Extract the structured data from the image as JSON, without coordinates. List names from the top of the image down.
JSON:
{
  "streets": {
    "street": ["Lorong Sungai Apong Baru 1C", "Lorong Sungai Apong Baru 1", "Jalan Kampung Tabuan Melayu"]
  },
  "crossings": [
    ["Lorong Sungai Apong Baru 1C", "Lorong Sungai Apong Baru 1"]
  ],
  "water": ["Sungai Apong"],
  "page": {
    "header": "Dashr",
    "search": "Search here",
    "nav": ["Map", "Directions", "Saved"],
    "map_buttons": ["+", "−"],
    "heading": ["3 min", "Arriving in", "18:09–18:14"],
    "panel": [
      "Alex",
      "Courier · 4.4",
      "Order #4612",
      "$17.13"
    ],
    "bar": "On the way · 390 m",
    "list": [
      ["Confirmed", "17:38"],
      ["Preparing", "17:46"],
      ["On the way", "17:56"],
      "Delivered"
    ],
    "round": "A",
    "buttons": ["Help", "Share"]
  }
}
+++++
Give every entry again in full, precisely as written above.

Extract the structured data from the image as JSON, without coordinates. List names from the top of the image down.
JSON:
{
  "streets": {
    "street": ["Lorong Sungai Apong Baru 1C", "Lorong Sungai Apong Baru 1", "Jalan Kampung Tabuan Melayu"]
  },
  "crossings": [
    ["Lorong Sungai Apong Baru 1C", "Lorong Sungai Apong Baru 1"]
  ],
  "water": ["Sungai Apong"],
  "page": {
    "header": "Dashr",
    "search": "Search here",
    "nav": ["Map", "Directions", "Saved"],
    "map_buttons": ["+", "−"],
    "heading": ["3 min", "Arriving in", "18:09–18:14"],
    "panel": [
      "Alex",
      "Courier · 4.4",
      "Order #4612",
      "$17.13"
    ],
    "bar": "On the way · 390 m",
    "list": [
      ["Confirmed", "17:38"],
      ["Preparing", "17:46"],
      ["On the way", "17:56"],
      "Delivered"
    ],
    "round": "A",
    "buttons": ["Help", "Share"]
  }
}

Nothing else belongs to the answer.